The company said Tuesday that net profit during the period rose to €812 million ($1.0 billion) from €738 million in the second quarter last year. Gross premiums rose 5.5 percent to €12.63 billion.
It benefited from not having to write down Greek government bonds, which cost it €125 million in the same quarter a year ago. That quarter's earnings had also been burdened by claims for tornados in the United States.
CEO Nikolaus von Bomhard said the current low level of interest rates was a hazard for its business — "far greater than the volatility of markets or the worsened global economy." It invests much of its premium income in interest-bearing securities.
Bomhard said the company's "conservative approach" to investing and writing insurance "is proving robust in these uncertain times."
The company, whose biggest shareholder is U.S. billionaire Warren Buffett at 11.2 percent, focused much of its earnings discussion on the first half rather than the second quarter. It said its investment result for the half improved significantly after some €806 billion in writeoffs last year.
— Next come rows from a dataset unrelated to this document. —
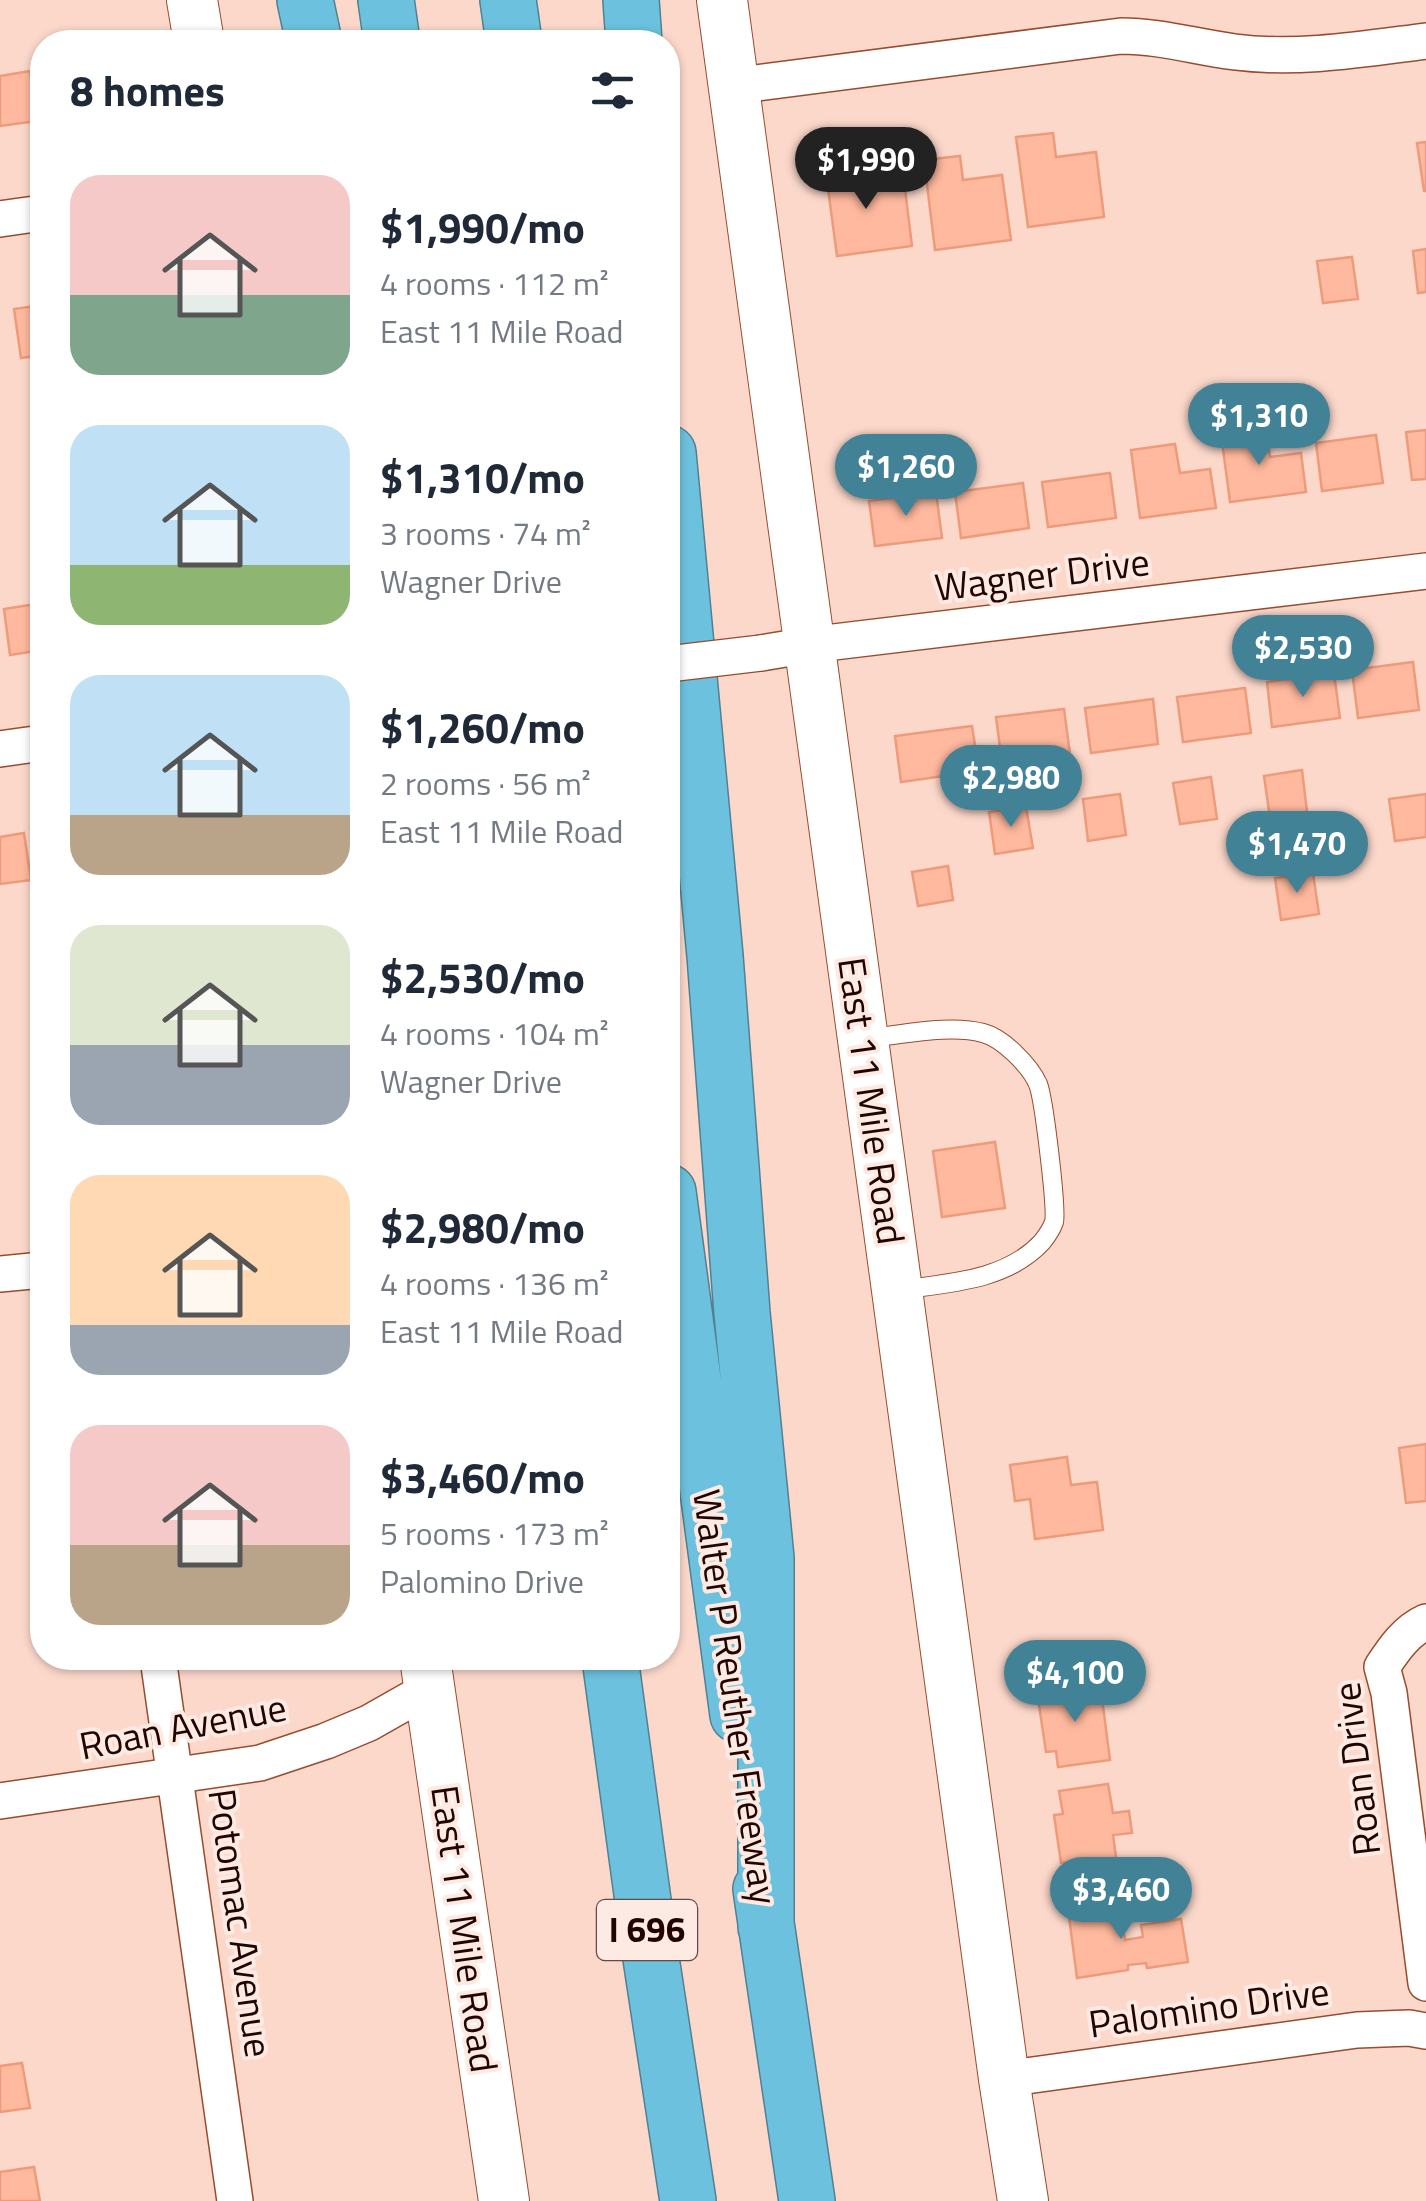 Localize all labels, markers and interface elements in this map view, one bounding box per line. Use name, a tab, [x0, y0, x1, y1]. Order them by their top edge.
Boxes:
text: 8 homes	[70, 58, 225, 122]
icon: filters	[585, 63, 640, 118]
pin: $1,990	[785, 127, 947, 212]
text: $1,990	[817, 135, 915, 183]
text: $1,990/mo	[380, 195, 585, 259]
icon: home	[150, 215, 270, 335]
text: 4 rooms · 112 m²	[380, 259, 609, 307]
text: East 11 Mile Road	[380, 307, 624, 355]
pin: $1,310	[1178, 383, 1340, 468]
text: $1,310	[1210, 391, 1308, 439]
pin: $1,260	[825, 434, 987, 519]
text: $1,260	[857, 442, 955, 490]
text: $1,310/mo	[380, 445, 585, 509]
icon: home	[150, 465, 270, 585]
text: 3 rooms · 74 m²	[380, 509, 591, 557]
street label: Wagner Drive	[931, 532, 1153, 616]
text: Wagner Drive	[380, 557, 562, 605]
pin: $2,530	[1222, 615, 1384, 700]
text: $2,530	[1254, 623, 1352, 671]
text: $1,260/mo	[380, 695, 585, 759]
icon: home	[150, 715, 270, 835]
pin: $2,980	[930, 745, 1092, 830]
text: $2,980	[962, 753, 1060, 801]
text: 2 rooms · 56 m²	[380, 759, 591, 807]
text: East 11 Mile Road	[380, 807, 624, 855]
pin: $1,470	[1216, 811, 1378, 896]
text: $1,470	[1248, 819, 1346, 867]
text: $2,530/mo	[380, 945, 585, 1009]
street label: East 11 Mile Road	[823, 954, 921, 1248]
icon: home	[150, 965, 270, 1085]
text: 4 rooms · 104 m²	[380, 1009, 609, 1057]
text: Wagner Drive	[380, 1057, 562, 1105]
text: $2,980/mo	[380, 1195, 585, 1259]
icon: home	[150, 1215, 270, 1335]
text: 4 rooms · 136 m²	[380, 1259, 609, 1307]
text: East 11 Mile Road	[380, 1307, 624, 1355]
text: $3,460/mo	[380, 1445, 585, 1509]
icon: home	[150, 1465, 270, 1585]
street label: Walter P Reuther Freeway	[678, 1485, 794, 1908]
text: 5 rooms · 173 m²	[380, 1509, 609, 1557]
text: Palomino Drive	[380, 1557, 584, 1605]
pin: $4,100	[994, 1640, 1156, 1725]
text: $4,100	[1026, 1648, 1124, 1696]
street label: Roan Avenue	[74, 1678, 291, 1775]
street label: Roan Drive	[1317, 1679, 1395, 1859]
street label: East 11 Mile Road	[416, 1782, 514, 2076]
street label: Potomac Avenue	[193, 1785, 289, 2061]
pin: $3,460	[1040, 1857, 1202, 1942]
text: $3,460	[1072, 1865, 1170, 1913]
road number: I 696	[597, 1900, 697, 1960]
street label: Palomino Drive	[1085, 1961, 1333, 2053] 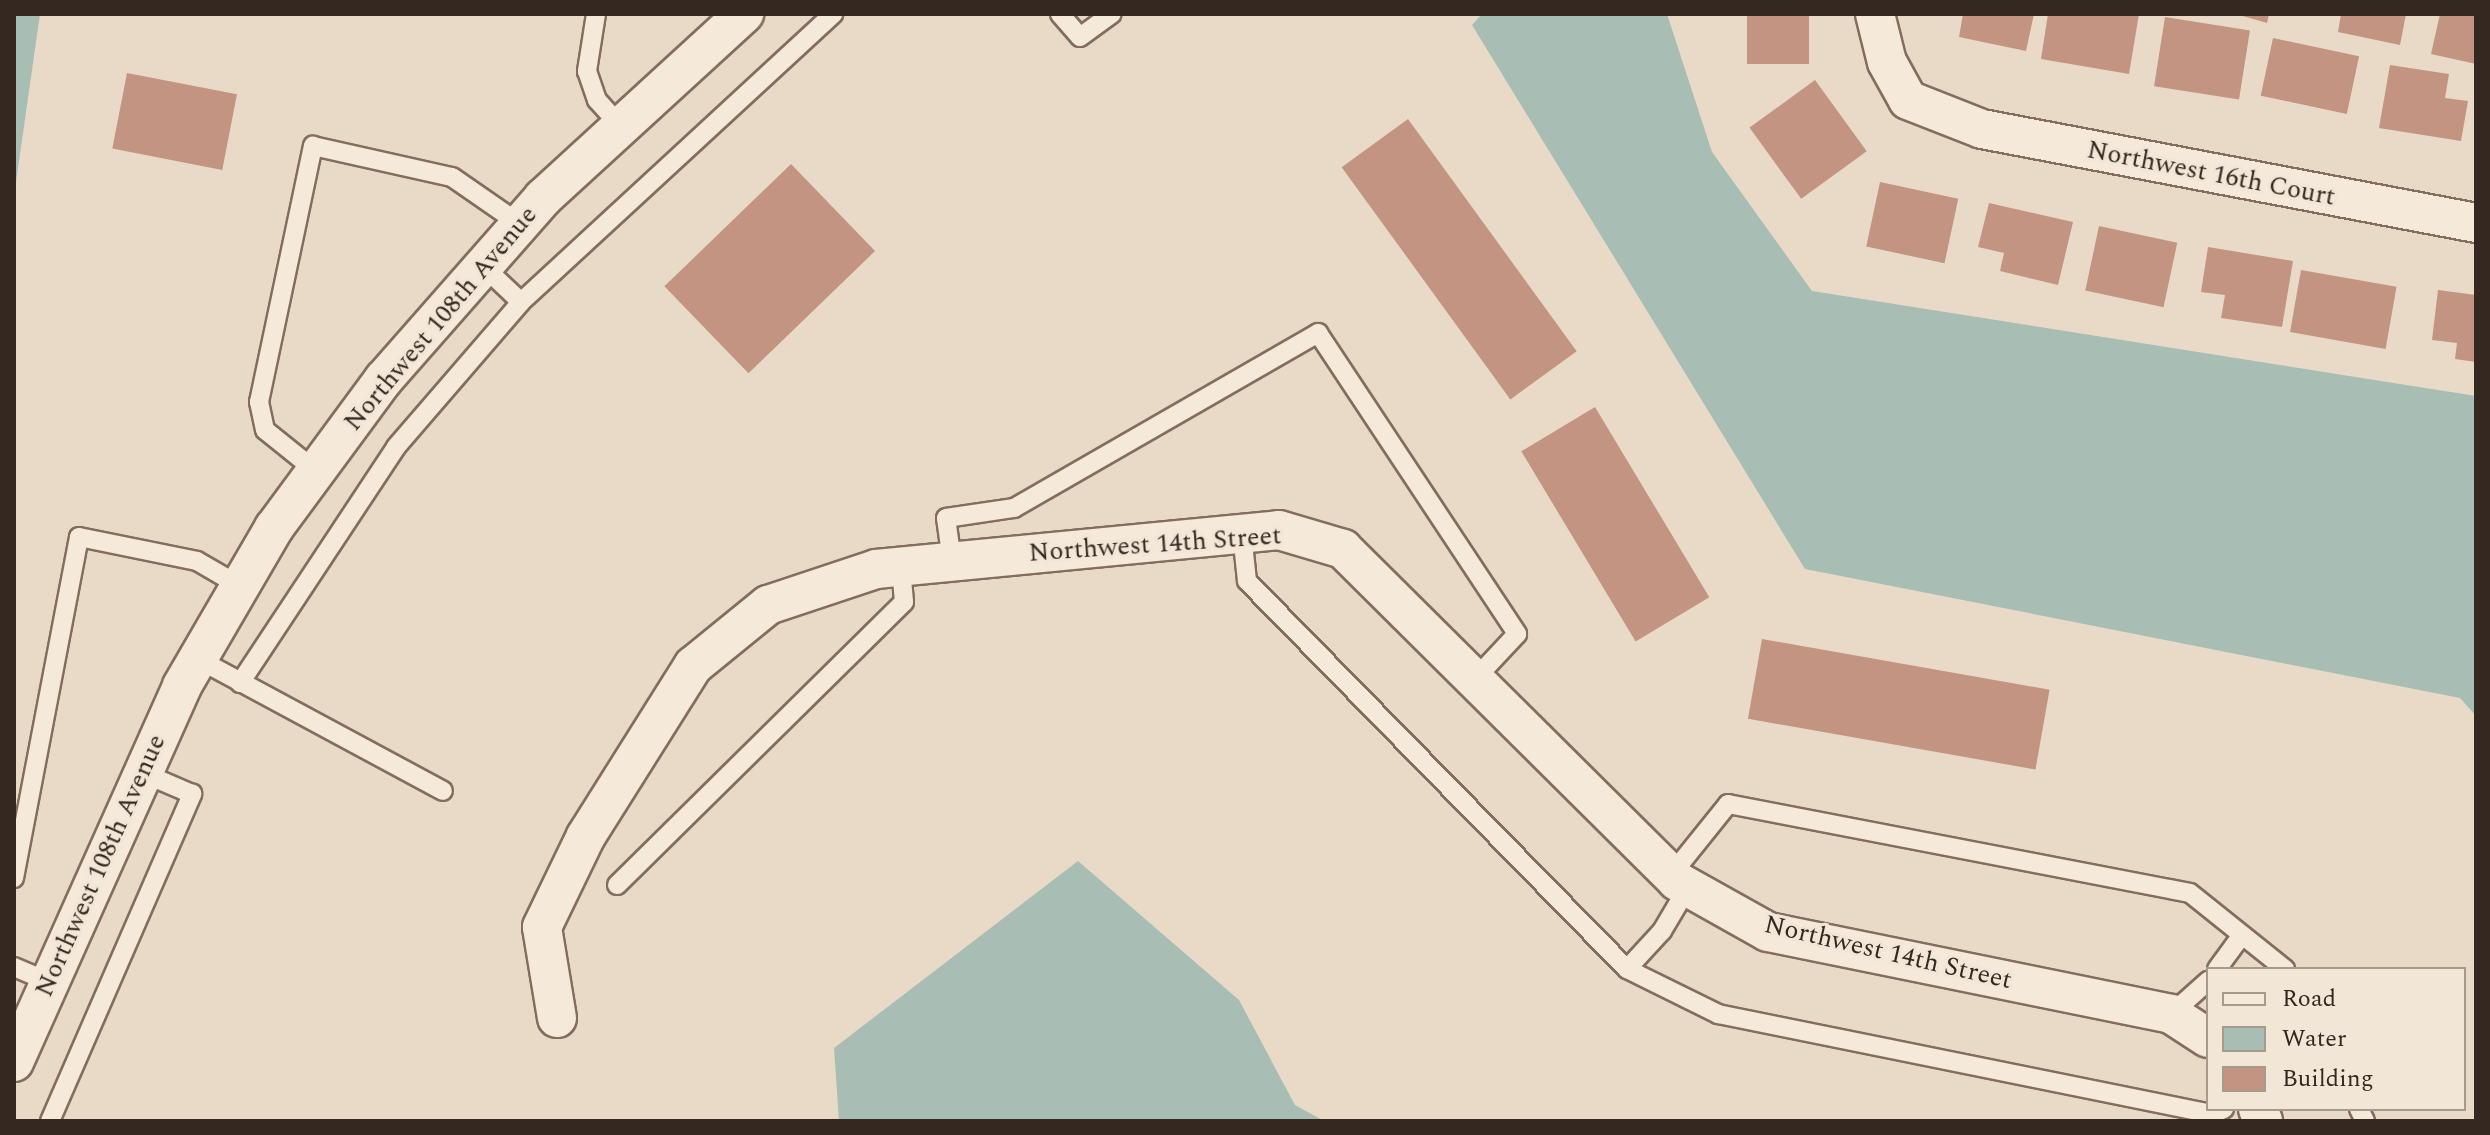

Greece's bonds fell sharply in value because of the country's financial crisis, and its creditors eventually agreed to forgive €107 billion in debt earlier this year. Munich Re said it had reduced investment risk by shifting some of its holdings from bonds of riskier governments into safer investments such as U.S. Treasuries and German government bonds.
It said however that the very low interest returns on those investments presented a challenge to its earnings and added pressure to make sure its basic insurance underwriting business is profitable. The company had some 56.8 percent of its holdings in fixed-income investments and managed a total return of 3.8 percent, or €4.05 billion, in the first half compared to 3.6 percent, or €3.47 billion, a year ago.
Central banks including the U.S. Federal Reserve, the Bank of England and the European Central Bank have cut interest rates to record lows, leading to tiny or even negative returns on some extra-safe government bonds.
Munich Re earns money two ways: by keeping claim payouts less than its costs and premiums, and by investing premiums to get market returns.
As a reinsurance company, it writes backup insurance for primary insurers so that the insurance industry can cover catastrophic claims, such as from natural disasters. It also has primary health and property insurance businesses.
Munich Re shares rose 0.6 percent to €118.50 in morning trading in Europe.